Metro Weekly

Bad Moves brings its punk-fueled power-pop to the Black Cat

The queer-inclusive four-piece performs its first live show in almost two years

Bad Moves

“We wouldn’t call ourselves a queercore band or anything because it is not the thing that’s always at the forefront,” says David Combs of Bad Moves. “But it is a theme that we have spent a good deal exploring in our lyrics.”

Formed roughly five years ago, the local punk-fueled, power-pop four-piece counts, according to Combs, “three band members who identify as queer, two of us as non-binary.” The queer theme has factored into both full-length albums released by Bad Moves, including their 2018 debut.
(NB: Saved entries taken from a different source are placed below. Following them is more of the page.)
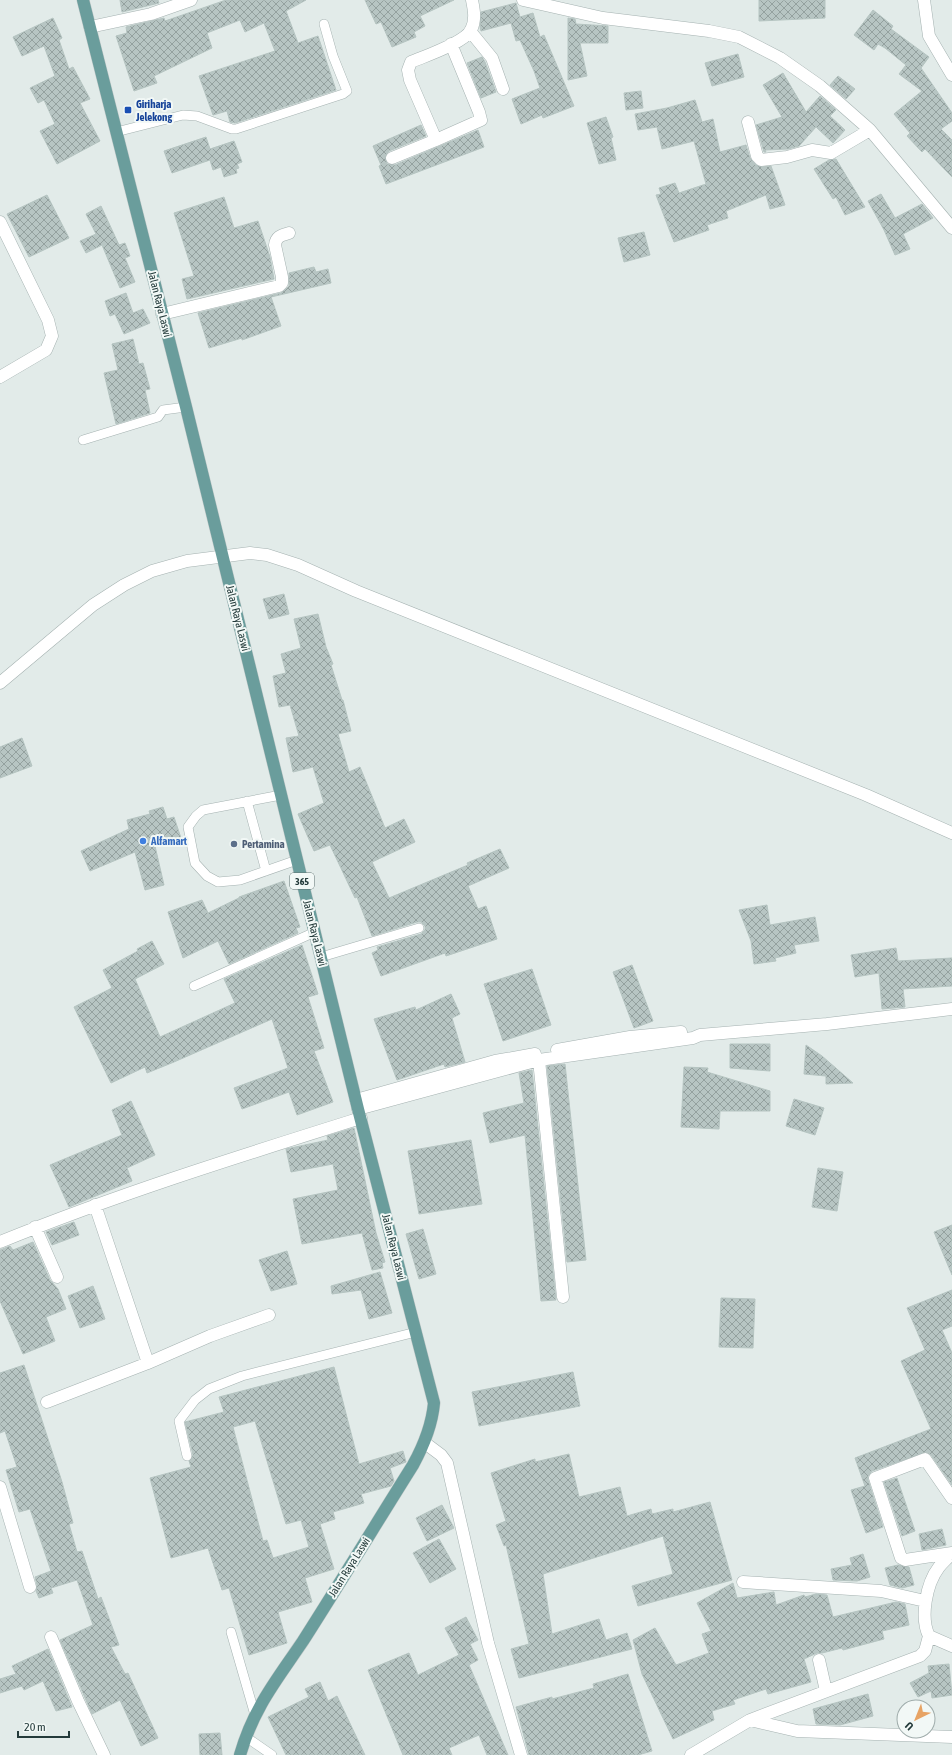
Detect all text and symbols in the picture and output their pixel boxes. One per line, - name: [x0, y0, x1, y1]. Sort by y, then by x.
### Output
- place label: Giriharja Jelekong: [135, 98, 172, 123]
- marker: Giriharja Jelekong: [123, 105, 133, 115]
- street label: Jalan Raya Laswi: [146, 270, 174, 338]
- street label: Jalan Raya Laswi: [224, 584, 252, 652]
- place label: Alfamart: [150, 835, 188, 847]
- marker: Alfamart: [138, 836, 148, 846]
- place label: Pertamina: [242, 838, 285, 850]
- marker: Pertamina: [229, 839, 239, 849]
- road number: 365: [290, 873, 314, 889]
- street label: Jalan Raya Laswi: [301, 899, 329, 967]
- street label: Jalan Raya Laswi: [380, 1213, 408, 1281]
- street label: Jalan Raya Laswi: [326, 1535, 372, 1599]
- north arrow: [896, 1699, 936, 1739]
- scale bar: [18, 1713, 69, 1739]
- text: 20 m: [24, 1720, 46, 1734]
- text: U: [903, 1720, 916, 1733]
“On Tell No One, we wrote a lot about experiences growing up,” says Combs, the band’s queer, nonbinary guitarist, noting that “a couple of songs on there are about being a closeted youth and trying to come to terms with your queer identity as it’s emerging.”

Last year’s Untenable, meanwhile, features the single “Cape Henlopen,” which Combs wrote with fellow guitarist Katie Park. Named after the Delaware state park just north of Rehoboth, the song “is about the experience of being perceived through a gender’s gaze, and imagining what life would be like with that stripped away.” It juxtaposes the experience of “being on a remote beach where there isn’t anybody around [to that of being] around a lot of people who are projecting their ideas about you based on seeing your body.”

Next week, Combs and Parks will be joined by fellow bandmates Emma Cleveland and Daoud Tyler-Ameen for a performance before a live, in-person crowd. The headlining show, at the Black Cat, featuring opening sets from Oceanator and Bacchae, will be the band’s first live performance in D.C. in nearly two years, after the pandemic forced them to cancel the three tours that had been planned last year. Until last month, the band hadn’t even rehearsed together since before the pandemic. “This first show back is the only thing we have planned,” says Combs. “We just said, ‘Let’s try to get back into it with an achievable goal of playing one show and then take it from there.'”

The good news is that the first rehearsal went better than Combs expected. “We all had kind of a worry that we’d pick up our instruments and be like, ‘What are these things?’ But luckily, the muscle memory kicked back in.”

While that has helped reassure the band, the resurgence of COVID-19 has had the opposite effect. “We are very pro-vaccination and we are hoping that everyone who decides to come to our show will be vaccinated,” Combs says. “That is our humble request: that people try to be as safe as possible.”